What you will do
Check every line of the data below for the string "buttons", and copy the ones that hold it.

Data extracts
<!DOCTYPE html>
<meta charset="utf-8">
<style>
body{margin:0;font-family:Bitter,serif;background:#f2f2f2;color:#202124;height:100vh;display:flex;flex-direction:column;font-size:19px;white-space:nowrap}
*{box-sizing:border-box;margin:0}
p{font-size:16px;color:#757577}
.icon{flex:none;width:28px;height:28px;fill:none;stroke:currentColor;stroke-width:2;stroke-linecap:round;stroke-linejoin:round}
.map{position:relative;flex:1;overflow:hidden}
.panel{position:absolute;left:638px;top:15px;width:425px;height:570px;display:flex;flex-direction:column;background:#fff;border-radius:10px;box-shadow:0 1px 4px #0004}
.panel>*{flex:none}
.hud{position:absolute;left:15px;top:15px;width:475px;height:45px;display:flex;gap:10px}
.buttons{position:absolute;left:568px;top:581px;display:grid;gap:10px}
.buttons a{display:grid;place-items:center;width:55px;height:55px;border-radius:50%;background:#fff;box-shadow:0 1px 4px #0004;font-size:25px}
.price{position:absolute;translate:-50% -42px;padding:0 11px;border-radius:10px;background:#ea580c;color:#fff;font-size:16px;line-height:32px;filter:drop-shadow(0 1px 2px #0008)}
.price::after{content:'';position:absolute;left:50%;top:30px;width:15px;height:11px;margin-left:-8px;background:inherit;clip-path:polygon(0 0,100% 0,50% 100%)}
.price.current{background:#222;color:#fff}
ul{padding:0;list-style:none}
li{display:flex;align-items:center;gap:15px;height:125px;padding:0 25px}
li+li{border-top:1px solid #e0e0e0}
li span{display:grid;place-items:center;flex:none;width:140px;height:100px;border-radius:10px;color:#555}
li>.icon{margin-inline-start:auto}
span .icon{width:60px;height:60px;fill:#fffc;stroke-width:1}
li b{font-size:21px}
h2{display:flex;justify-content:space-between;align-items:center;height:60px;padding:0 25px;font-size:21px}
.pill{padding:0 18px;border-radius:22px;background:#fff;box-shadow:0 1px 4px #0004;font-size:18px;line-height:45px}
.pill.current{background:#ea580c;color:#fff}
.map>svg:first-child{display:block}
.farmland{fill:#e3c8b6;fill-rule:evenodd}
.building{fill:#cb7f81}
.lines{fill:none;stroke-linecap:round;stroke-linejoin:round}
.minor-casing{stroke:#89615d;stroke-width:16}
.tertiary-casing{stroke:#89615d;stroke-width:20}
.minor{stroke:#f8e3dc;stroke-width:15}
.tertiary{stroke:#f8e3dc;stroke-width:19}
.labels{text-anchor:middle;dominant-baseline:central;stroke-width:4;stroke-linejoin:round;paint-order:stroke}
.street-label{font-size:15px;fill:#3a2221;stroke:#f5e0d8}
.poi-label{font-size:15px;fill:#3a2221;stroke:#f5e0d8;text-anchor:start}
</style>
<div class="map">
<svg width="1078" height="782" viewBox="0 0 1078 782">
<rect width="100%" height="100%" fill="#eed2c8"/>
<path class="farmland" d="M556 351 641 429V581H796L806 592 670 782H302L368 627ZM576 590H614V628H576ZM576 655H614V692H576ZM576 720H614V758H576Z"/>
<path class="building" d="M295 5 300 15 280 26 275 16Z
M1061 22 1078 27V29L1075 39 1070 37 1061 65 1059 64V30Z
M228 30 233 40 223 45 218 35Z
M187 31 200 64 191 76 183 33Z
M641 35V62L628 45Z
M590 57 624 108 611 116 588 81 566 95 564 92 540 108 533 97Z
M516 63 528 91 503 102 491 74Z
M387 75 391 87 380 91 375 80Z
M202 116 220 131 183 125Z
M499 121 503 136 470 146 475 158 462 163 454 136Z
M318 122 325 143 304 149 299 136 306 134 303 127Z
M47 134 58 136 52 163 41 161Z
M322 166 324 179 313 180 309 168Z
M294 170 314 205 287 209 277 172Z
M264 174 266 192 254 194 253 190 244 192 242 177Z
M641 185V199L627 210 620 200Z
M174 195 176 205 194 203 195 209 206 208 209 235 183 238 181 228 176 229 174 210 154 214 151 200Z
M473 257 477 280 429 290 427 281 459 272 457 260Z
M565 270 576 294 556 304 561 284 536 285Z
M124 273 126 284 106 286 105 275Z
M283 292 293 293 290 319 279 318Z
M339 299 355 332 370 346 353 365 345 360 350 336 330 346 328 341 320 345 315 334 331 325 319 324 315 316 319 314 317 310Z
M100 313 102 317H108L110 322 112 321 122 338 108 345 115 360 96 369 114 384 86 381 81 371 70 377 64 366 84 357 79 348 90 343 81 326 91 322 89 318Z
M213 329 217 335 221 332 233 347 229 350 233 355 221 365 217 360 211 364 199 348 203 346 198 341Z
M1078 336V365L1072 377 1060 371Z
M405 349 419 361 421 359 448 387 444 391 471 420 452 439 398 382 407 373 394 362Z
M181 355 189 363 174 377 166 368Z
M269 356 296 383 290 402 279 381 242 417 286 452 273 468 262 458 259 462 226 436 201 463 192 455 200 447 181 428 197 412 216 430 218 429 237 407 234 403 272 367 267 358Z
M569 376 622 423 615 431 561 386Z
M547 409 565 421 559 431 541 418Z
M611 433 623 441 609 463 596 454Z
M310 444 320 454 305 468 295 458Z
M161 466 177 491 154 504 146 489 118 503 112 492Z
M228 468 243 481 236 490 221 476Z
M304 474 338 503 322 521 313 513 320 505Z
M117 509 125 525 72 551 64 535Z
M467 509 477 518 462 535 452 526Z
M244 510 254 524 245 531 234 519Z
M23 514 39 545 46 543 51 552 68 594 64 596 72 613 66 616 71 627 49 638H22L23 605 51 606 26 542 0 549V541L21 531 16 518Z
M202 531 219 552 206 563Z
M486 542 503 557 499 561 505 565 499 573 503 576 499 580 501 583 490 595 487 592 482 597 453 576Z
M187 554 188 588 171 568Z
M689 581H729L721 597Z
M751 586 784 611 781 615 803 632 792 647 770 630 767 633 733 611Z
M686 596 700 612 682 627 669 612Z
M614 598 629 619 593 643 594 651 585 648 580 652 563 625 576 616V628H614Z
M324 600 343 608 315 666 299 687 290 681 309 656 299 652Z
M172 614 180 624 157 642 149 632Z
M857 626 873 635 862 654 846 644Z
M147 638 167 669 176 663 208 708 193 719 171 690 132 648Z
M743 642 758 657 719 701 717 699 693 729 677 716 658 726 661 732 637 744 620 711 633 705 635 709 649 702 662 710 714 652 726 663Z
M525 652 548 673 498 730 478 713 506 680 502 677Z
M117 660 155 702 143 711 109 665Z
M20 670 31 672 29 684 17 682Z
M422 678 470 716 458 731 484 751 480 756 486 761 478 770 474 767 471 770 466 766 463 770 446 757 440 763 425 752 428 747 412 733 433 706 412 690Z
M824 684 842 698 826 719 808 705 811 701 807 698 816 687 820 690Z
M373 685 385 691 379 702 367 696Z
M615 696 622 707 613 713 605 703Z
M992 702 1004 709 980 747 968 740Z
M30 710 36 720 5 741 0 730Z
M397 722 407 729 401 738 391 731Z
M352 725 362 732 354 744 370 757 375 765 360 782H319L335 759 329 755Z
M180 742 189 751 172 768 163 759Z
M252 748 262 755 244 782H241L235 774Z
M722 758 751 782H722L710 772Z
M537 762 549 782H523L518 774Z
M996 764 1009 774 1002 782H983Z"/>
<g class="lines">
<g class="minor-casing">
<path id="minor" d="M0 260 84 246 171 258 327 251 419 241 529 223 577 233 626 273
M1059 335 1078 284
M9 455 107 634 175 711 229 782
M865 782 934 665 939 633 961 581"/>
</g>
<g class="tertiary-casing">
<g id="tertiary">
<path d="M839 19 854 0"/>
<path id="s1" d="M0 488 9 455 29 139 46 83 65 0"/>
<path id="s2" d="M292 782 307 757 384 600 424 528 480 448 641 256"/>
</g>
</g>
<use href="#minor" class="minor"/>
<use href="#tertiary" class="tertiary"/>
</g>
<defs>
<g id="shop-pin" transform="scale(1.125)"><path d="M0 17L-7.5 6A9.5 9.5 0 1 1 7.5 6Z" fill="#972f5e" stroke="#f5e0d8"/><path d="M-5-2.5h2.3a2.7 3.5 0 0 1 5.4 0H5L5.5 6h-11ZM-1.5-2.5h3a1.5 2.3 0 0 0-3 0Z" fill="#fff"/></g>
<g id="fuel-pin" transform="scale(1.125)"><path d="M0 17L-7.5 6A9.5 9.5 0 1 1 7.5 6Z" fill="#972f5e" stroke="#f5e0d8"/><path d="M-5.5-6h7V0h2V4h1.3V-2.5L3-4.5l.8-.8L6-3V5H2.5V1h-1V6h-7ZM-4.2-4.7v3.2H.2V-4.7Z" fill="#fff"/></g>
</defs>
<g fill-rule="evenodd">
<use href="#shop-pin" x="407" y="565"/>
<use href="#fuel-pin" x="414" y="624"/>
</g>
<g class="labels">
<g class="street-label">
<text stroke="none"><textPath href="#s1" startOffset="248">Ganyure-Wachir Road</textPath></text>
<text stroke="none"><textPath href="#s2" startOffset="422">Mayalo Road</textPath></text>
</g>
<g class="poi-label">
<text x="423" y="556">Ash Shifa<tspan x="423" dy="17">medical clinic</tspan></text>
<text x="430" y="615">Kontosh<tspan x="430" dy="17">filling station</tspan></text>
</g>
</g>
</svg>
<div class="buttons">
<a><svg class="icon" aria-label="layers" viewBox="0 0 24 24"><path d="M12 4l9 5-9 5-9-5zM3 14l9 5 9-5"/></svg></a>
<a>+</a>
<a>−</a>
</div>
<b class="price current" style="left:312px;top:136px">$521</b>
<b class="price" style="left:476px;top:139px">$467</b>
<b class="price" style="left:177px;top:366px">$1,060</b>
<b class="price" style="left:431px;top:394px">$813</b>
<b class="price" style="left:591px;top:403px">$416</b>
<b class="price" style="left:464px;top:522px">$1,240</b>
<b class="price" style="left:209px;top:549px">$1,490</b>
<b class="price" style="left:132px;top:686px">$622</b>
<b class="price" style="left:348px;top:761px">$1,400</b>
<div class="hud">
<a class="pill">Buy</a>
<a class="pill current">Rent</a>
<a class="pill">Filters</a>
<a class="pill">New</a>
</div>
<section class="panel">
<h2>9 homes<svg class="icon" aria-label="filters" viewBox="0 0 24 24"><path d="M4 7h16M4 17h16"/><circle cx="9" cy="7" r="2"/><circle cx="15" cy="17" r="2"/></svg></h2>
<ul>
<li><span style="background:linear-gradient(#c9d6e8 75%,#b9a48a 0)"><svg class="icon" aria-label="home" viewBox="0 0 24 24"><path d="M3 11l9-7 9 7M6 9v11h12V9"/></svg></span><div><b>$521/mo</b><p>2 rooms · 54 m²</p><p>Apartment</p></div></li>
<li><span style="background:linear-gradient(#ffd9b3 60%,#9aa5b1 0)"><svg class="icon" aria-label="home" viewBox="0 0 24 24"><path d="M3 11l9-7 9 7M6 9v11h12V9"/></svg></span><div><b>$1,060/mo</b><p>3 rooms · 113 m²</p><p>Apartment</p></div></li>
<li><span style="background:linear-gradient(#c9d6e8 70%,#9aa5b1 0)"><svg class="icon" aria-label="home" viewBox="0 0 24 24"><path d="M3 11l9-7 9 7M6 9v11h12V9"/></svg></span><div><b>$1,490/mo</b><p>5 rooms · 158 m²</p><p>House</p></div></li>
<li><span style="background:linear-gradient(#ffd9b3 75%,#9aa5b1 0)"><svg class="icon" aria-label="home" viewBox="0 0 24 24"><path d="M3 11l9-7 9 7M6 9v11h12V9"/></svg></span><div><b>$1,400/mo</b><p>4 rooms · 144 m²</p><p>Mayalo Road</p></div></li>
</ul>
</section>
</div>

Worked solution
.buttons{position:absolute;left:568px;top:581px;display:grid;gap:10px}
.buttons a{display:grid;place-items:center;width:55px;height:55px;border-radius:50%;background:#fff;box-shadow:0 1px 4px #0004;font-size:25px}
<div class="buttons">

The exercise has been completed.